Work item:
Identify each line below that contains the word "linecap", and copy it out.

*** Data excerpts ***

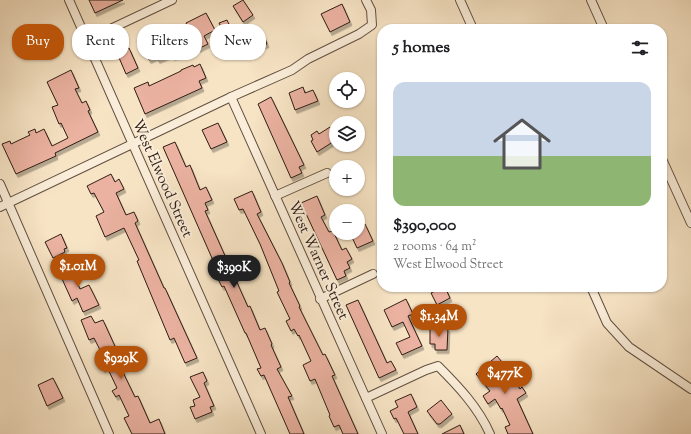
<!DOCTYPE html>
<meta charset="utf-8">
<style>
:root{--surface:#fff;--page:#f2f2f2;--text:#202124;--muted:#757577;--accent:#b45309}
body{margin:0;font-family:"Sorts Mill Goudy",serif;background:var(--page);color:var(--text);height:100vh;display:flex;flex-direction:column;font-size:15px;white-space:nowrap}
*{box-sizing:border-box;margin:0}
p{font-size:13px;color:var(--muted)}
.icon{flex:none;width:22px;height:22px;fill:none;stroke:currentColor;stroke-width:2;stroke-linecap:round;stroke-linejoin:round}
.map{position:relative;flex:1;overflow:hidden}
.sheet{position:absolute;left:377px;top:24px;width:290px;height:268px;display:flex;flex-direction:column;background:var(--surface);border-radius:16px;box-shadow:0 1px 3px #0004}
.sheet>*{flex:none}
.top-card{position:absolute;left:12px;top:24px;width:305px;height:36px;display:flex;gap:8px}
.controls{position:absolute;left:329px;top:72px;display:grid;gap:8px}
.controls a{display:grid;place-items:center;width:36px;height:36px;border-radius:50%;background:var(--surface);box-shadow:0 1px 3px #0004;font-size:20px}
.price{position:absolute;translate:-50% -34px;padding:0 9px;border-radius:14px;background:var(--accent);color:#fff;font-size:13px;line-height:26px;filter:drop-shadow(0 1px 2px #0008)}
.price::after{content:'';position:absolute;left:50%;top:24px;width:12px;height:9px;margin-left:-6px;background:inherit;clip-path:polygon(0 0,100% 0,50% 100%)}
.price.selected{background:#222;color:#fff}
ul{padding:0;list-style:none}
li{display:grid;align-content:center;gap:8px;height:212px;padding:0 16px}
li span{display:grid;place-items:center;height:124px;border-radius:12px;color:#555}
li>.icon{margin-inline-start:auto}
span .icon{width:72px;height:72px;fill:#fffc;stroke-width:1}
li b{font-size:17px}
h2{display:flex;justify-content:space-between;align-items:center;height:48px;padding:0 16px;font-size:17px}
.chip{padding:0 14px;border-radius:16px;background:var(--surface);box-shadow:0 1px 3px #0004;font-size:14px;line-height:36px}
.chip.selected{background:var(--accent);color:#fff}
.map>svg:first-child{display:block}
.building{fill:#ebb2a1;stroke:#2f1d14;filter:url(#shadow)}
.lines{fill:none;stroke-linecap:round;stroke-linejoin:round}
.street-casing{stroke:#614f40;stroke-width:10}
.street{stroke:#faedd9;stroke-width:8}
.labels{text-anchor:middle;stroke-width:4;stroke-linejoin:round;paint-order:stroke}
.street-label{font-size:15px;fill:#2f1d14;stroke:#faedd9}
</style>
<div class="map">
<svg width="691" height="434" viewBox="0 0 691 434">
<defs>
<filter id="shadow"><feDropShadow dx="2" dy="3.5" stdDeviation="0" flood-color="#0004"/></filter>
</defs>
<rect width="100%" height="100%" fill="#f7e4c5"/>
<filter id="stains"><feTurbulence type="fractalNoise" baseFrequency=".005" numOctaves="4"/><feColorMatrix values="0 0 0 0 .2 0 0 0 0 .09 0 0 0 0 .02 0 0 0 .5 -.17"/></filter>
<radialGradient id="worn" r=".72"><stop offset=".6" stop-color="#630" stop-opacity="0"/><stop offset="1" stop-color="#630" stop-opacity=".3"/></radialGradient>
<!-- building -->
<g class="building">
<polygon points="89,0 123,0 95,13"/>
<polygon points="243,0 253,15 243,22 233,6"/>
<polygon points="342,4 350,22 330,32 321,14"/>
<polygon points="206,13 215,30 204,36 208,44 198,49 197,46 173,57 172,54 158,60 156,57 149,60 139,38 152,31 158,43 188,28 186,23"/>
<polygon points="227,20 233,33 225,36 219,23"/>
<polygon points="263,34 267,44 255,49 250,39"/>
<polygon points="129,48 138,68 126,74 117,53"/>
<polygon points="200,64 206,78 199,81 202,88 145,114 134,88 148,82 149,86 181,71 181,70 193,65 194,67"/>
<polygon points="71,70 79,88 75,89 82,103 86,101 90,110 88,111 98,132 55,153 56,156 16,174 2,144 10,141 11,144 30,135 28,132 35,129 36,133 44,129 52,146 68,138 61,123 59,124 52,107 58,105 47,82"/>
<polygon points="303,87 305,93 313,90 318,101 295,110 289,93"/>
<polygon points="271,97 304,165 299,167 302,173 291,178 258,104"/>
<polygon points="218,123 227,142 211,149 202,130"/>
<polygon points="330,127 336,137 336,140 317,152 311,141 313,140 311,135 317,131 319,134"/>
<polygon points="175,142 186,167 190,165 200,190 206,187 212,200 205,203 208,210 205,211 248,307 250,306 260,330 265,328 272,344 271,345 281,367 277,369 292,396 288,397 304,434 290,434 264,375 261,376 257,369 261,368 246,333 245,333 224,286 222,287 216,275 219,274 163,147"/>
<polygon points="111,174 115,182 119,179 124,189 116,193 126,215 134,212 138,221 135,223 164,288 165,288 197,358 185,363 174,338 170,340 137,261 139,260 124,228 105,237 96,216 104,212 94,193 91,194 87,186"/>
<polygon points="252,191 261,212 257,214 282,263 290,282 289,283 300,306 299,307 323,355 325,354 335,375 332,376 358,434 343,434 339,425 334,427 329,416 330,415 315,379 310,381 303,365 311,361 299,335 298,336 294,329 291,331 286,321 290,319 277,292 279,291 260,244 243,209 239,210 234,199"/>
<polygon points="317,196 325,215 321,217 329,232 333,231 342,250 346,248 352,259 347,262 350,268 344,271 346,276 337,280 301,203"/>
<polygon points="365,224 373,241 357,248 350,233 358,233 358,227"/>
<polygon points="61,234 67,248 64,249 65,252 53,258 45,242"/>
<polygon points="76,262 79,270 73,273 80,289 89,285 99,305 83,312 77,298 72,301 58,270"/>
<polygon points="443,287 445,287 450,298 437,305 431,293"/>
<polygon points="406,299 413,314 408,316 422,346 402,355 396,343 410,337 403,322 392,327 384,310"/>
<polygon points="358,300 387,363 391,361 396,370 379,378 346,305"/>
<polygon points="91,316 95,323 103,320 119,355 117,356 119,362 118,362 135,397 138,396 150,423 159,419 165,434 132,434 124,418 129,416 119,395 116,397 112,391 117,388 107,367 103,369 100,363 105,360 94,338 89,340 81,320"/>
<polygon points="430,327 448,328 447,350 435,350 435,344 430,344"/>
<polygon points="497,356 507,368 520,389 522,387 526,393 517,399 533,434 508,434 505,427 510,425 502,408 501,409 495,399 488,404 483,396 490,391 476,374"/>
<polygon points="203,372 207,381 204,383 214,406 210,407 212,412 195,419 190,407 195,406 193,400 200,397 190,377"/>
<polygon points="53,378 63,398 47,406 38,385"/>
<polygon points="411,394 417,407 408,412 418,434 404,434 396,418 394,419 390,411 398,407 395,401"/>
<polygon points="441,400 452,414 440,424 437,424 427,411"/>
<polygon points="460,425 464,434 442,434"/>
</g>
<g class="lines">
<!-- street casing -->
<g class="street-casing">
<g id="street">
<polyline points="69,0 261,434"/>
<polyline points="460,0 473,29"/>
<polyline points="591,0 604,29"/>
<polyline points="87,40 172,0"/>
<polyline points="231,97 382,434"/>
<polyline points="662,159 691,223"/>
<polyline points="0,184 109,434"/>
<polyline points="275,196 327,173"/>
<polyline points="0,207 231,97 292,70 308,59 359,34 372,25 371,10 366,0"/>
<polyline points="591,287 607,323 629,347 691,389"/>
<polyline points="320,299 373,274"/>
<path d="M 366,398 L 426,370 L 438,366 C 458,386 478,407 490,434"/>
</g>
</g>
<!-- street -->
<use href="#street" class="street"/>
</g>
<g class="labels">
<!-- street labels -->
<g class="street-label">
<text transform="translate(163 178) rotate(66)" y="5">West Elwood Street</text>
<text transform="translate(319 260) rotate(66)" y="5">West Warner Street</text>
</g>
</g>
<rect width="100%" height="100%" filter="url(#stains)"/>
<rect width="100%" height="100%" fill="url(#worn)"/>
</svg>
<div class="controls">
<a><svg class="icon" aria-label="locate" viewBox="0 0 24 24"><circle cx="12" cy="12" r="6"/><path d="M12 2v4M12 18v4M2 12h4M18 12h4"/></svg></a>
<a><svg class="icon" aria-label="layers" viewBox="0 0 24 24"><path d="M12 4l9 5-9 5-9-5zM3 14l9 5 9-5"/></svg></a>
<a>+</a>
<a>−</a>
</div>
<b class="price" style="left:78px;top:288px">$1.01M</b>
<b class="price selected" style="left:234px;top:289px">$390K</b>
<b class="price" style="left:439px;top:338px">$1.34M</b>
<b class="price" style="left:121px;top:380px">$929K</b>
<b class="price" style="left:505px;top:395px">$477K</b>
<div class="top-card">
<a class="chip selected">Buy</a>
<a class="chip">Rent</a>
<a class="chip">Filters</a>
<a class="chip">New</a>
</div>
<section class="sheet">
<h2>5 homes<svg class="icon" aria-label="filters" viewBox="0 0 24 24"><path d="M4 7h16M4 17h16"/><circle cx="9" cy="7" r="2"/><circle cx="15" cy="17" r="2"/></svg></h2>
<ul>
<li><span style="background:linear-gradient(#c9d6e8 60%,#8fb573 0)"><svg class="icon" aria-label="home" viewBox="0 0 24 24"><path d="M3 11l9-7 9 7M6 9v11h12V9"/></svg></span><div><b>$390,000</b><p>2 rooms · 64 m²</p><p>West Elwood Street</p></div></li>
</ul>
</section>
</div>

***

Result:
.icon{flex:none;width:22px;height:22px;fill:none;stroke:currentColor;stroke-width:2;stroke-linecap:round;stroke-linejoin:round}
.lines{fill:none;stroke-linecap:round;stroke-linejoin:round}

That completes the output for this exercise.